Background Information

Number of voters: 69

Number of seats
2
Constituency business
County
Date Candidate Votes
13 Apr. 1754 CHAUNCY TOWNSEND
PEREGRINE BERTIE
25 Mar. 1761 CHAUNCY TOWNSEND
PEREGRINE BERTIE
21 Mar. 1768 PEREGRINE BERTIE
WILLIAM BLACKSTONE
21 Feb. 1770 CHARLES DILLON vice Blackstone, appointed to office
10 Oct. 1774 THOMAS WENMAN
NATHANIEL BAYLY
20 Mar. 1779 SAMUEL ESTWICK vice Bayly, vacated his seat
9 Sept. 1780 SAMUEL ESTWICK
JOHN WHALLEY GARDINER
29 Mar. 1783 ESTWICK re-elected after appointment to office
3 Jan. 1784 ESTWICK re-elected after appointment to office
1 Apr. 1784 SAMUEL ESTWICK
CHALONER ARCEDECKNE
3 Feb. 1786 JOHN MADOCKS vice Arcedeckne, vacated his seat
Main Article

In 1754 the Earl of Abingdon owned the majority of the burgages at Westbury, yet his hold on the borough was very tenuous. The borough was difficult to control because the right of voting lay in the lessee of the burgage, not the owner; and because the practice had been to grant long leases, which reduced Abingdon’s hold on his tenants. ‘As most of the tenants were poor, it afforded great scope for any adventurer to fight his Lordship with his own weapons by buying off his tenants.’1‘Case of the Borough of Westbury’, 1767, Bodl. Top. Wilts. c.5.

The sitting Members in 1754 were Peregrine Bertie and Chauncy Townsend, who had an interest at Westbury through his wife. After the hard contest of 1747 there was a disposition on both sides to compromise; and at the general elections of 1754 and 1761 Bertie and Townsend were returned unopposed.
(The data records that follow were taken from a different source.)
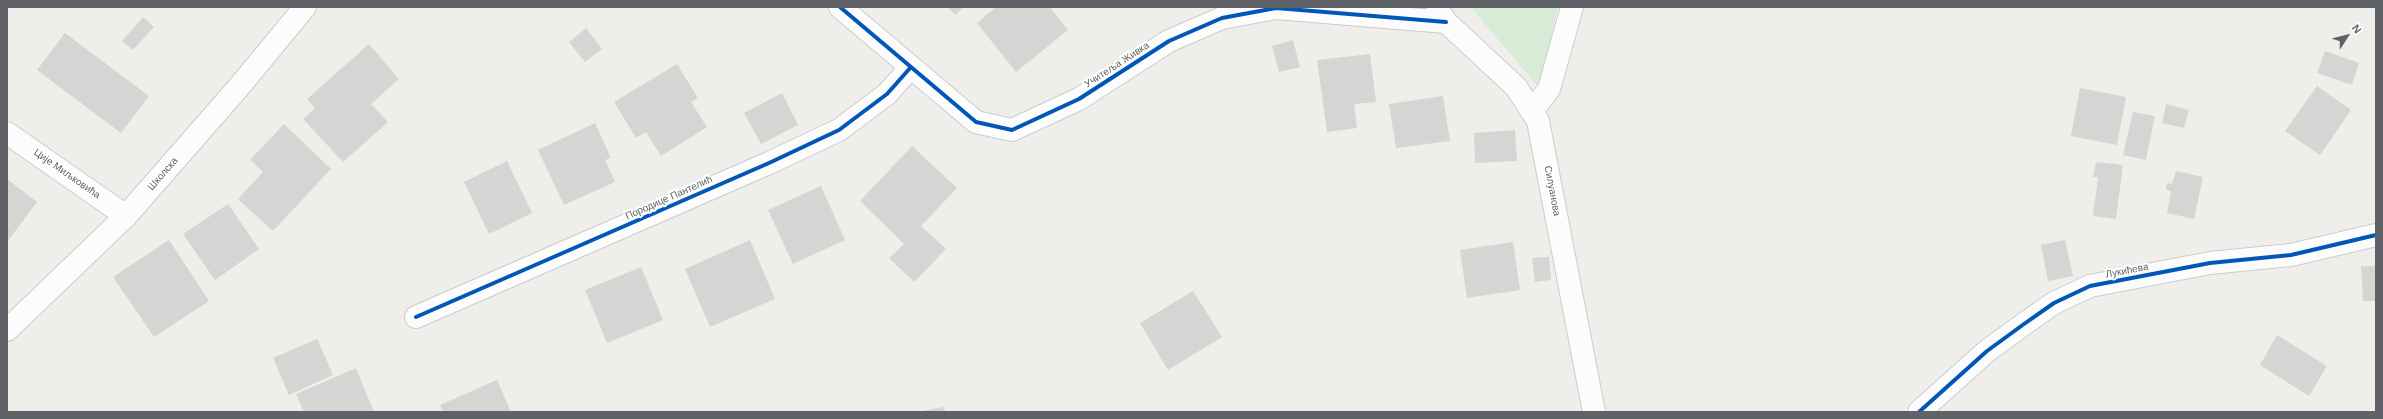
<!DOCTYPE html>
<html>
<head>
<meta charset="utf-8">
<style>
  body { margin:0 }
  #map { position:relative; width:2383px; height:419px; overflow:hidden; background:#efeeea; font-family:Arial,sans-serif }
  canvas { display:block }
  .frame { position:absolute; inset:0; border:8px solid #5f6368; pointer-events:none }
  .north { position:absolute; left:2327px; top:16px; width:40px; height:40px; -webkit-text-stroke:3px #fff; paint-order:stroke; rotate:54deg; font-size:11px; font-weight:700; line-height:16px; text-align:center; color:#5f6368 }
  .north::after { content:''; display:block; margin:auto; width:14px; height:18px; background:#5f6368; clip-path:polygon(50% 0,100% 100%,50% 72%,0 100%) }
</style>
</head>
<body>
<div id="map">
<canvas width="2383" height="419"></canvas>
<div class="frame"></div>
<div class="north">N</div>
</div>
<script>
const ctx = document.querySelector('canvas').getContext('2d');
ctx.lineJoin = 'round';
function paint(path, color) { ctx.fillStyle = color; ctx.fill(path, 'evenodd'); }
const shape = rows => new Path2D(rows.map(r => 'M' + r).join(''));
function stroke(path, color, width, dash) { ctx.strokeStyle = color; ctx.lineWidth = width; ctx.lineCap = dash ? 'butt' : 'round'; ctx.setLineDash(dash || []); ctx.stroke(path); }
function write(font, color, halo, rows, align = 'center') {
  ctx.font = font + ' Arial,sans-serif'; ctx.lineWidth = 4; ctx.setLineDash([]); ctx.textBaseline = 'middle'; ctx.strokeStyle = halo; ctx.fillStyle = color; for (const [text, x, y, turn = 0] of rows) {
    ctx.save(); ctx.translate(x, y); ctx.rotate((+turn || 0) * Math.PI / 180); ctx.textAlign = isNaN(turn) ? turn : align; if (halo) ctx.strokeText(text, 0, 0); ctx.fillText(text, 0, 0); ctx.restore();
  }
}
paint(shape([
  [1471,7,1558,7,1539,88]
]), '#d8ebd6');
paint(shape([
  [948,7,964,7,955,15],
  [996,7,1050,7,1068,30,1016,72,977,23],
  [143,17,154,27,133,50,122,41],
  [586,28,602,49,585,62,569,42],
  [65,33,149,96,121,133,37,70],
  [1293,40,1300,67,1279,72,1272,46],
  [369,44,399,79,371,104,388,122,343,162,303,119,315,108,307,99],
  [2325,51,2359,63,2352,85,2317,73],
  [1370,54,1376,102,1354,104,1357,128,1327,132,1317,60],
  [677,64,698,98,691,102,707,127,661,156,646,132,636,138,614,102],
  [2317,86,2351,110,2320,155,2285,131],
  [2080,88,2126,97,2117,145,2071,136],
  [782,93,798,125,761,144,744,113],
  [1443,96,1450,141,1396,148,1389,104],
  [2166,104,2189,110,2184,128,2162,123],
  [2133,112,2155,116,2146,160,2123,155],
  [595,123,611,158,605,160,615,182,564,205,538,150],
  [284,124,331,169,273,231,238,199,263,172,250,160],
  [1515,130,1517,161,1475,163,1474,133],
  [912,146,957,188,921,226,946,249,914,282,889,258,904,244,860,201],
  [507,161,532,213,489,234,464,182],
  [2096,162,2123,165,2116,219,2093,216,2098,177,2093,177],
  [2176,171,2203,177,2194,219,2167,213,2171,191,2166,190,2167,183,2172,184],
  [7,179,37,202,7,242],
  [821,186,845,240,793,264,768,210],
  [228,204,259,249,215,280,183,234],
  [169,240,209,301,154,337,113,277],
  [750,240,775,299,710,327,685,269],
  [2065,240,2073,276,2048,281,2041,245],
  [1513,242,1520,290,1467,298,1460,250],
  [1549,257,1551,280,1535,282,1532,258],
  [2361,266,2376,266,2376,301,2363,301],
  [641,267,663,320,607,343,585,290],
  [1193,291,1222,337,1168,370,1140,323],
  [2277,335,2327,366,2309,396,2260,365],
  [317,339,333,375,289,395,273,358],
  [356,368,374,412,304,412,296,394],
  [497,380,511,412,443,412,440,405],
  [944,407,945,412,922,412,922,411]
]), '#d6d5d3');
const minor = shape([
  [840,7,976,122,1012,130,1079,99,1169,41,1222,18,1276,8,1446,22],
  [1438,10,1446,22,1516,87,1538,121,1594,412],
  [1532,111,1549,89,1572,7],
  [7,133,126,216],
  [416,317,769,163,839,130,887,94,911,67],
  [7,330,126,216,238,88,305,7],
  [1919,412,1987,351,2024,324,2054,303,2090,286,2210,263,2291,255,2376,235]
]);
stroke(minor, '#cbcccc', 24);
stroke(minor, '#fdfcfc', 22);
stroke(shape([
  [840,7,976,122,1012,130,1079,99,1169,41,1222,18,1276,8,1446,22],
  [416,317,769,163,839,130,887,94,911,67],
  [1919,412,1987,351,2024,324,2054,303,2090,286,2210,263,2291,255,2376,235]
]), '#0057b8', 4);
write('10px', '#5f6368', '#fff', [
  ["Учитеља Живка",1117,65,-33],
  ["Ције Миљковића",67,174,35],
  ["Школска",163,174,-49],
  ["Силуанова",1552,191,79],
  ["Породице Пантелић",669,198,-24],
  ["Лукићева",2127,271,-11]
]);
</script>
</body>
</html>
Willoughby Bertie, who succeeded as 4th Earl of Abingdon in 1760, set out to put the borough on a new footing. In 1762 he bought Townsend’s burgages, and by 1767 owned 65 out of the 69 in the borough. Next, the corporation was re-modelled: 7 of the 13 capital burgesses were ‘relations, friends, or domestics of Lord Abingdon’, and four were ‘persons of the town nominated by and supposed to be firmly attached to his Lordship’. Lastly, the mode of granting leases was entirely changed; and a system was devised of keeping them in hand, and making faggot votes shortly before an election. By this means Abingdon secured undisputed control of the borough.

Author
Notes
  • 1. ‘Case of the Borough of Westbury’, 1767, Bodl. Top. Wilts. c.5.